Pushing AI innovation outside of the United States is exactly what adversaries would like to see happen. If you were to somehow find a way to limit the technology here at an infrastructure level, it would simply flourish in places with interests against our own. It would be a massive win for China if we were to abort an American-based AI innovation economy in the womb.

It’s not even clear what “controlling” AI would even mean since no one company can possibly own the means to utilize AI. It’s like trying to regulate the ability to use a calculator. You can’t put a limited number of companies in charge of “AI infrastructure” because there’s no reasonable way to limit someone’s ability to put the basic pieces in place to build one. 

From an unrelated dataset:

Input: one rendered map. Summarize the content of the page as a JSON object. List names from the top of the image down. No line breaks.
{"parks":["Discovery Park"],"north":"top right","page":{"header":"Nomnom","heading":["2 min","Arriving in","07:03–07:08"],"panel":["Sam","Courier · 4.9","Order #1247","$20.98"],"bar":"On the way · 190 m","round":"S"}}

Thinking of AI as a public utility is incoherent. The defining characteristic of a public utility is that the means of distribution, the delivery lines, would not benefit from having multiple parties build them. Unlike utilities, such as phone, power and water, there’s not a finite source for AI and a limited number of ways to deliver it. There’s many ways AI can be built for different purposes and having few companies doing so is not a common good. Making that comparison is a misunderstanding of what AI is and how it works.

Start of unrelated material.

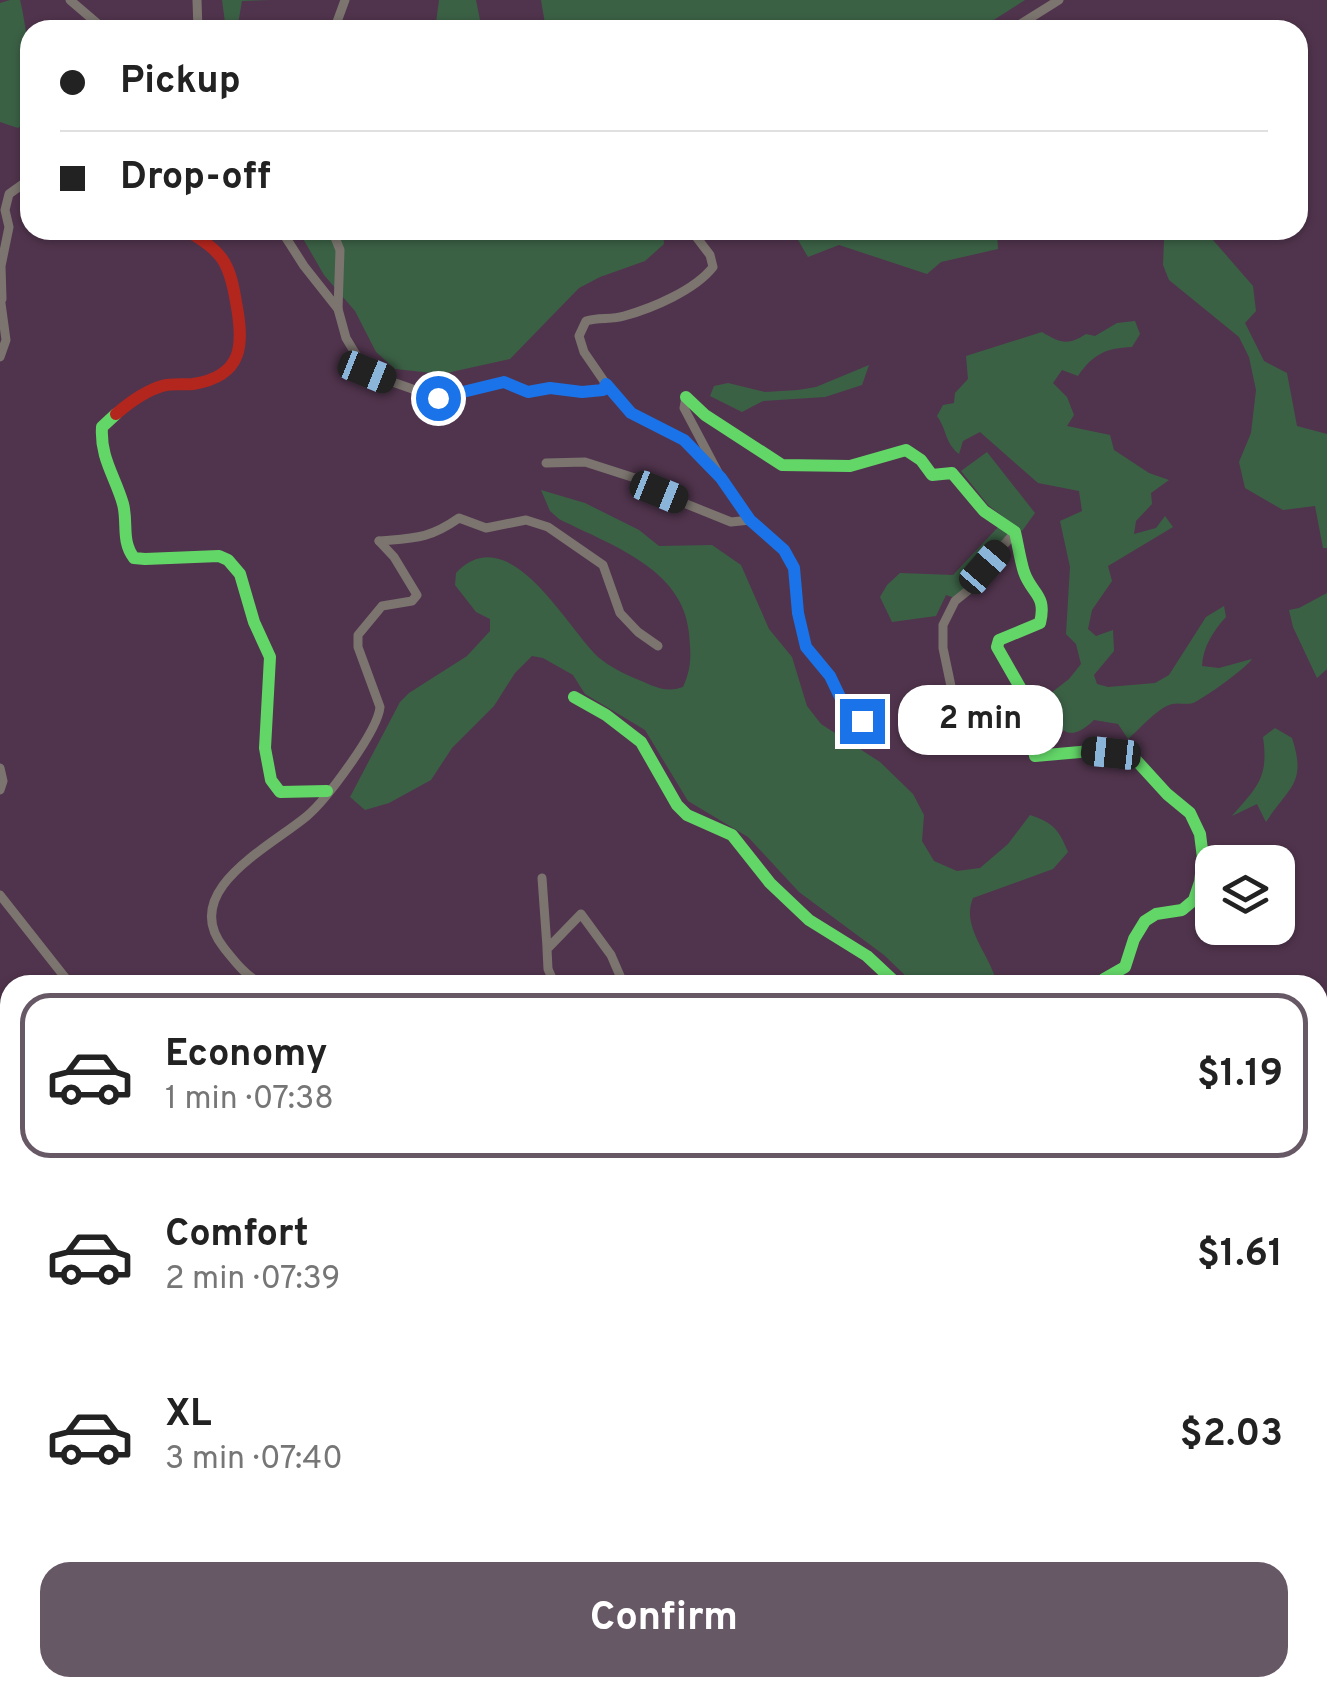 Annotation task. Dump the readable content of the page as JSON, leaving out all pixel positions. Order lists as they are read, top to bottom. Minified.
{"page":{"banner":["Pickup","Drop-off"],"bubble":"2 min","list":[{"name":"Economy","note":"1 min · 07:38","value":"$1.19"},{"name":"Comfort","note":"2 min · 07:39","value":"$1.61"},{"name":"XL","note":"3 min · 07:40","value":"$2.03"}],"buttons":"Confirm"}}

Putting government controlled monopolies in charge of AI would create a conflict of interest for those parties, leading to among other things, a privacy nightmare and a likely Snowden-like event in our future that reveals a vast surveillance state.

One might argue that we should at least limit large scale AI infrastructure. As unworkable as that may seem, let’s interrogate that argument with the idea that Apple would “control” that business. Apple might have a solid record of protecting consumer privacy, pushing back on law enforcement and government requests to access phone data. That trust would be shattered once they were an extension of the U.S. government by way of their granted AI monopoly and their market dominance would likely plummet. It would be a bad deal not only for Apple but for consumers as well.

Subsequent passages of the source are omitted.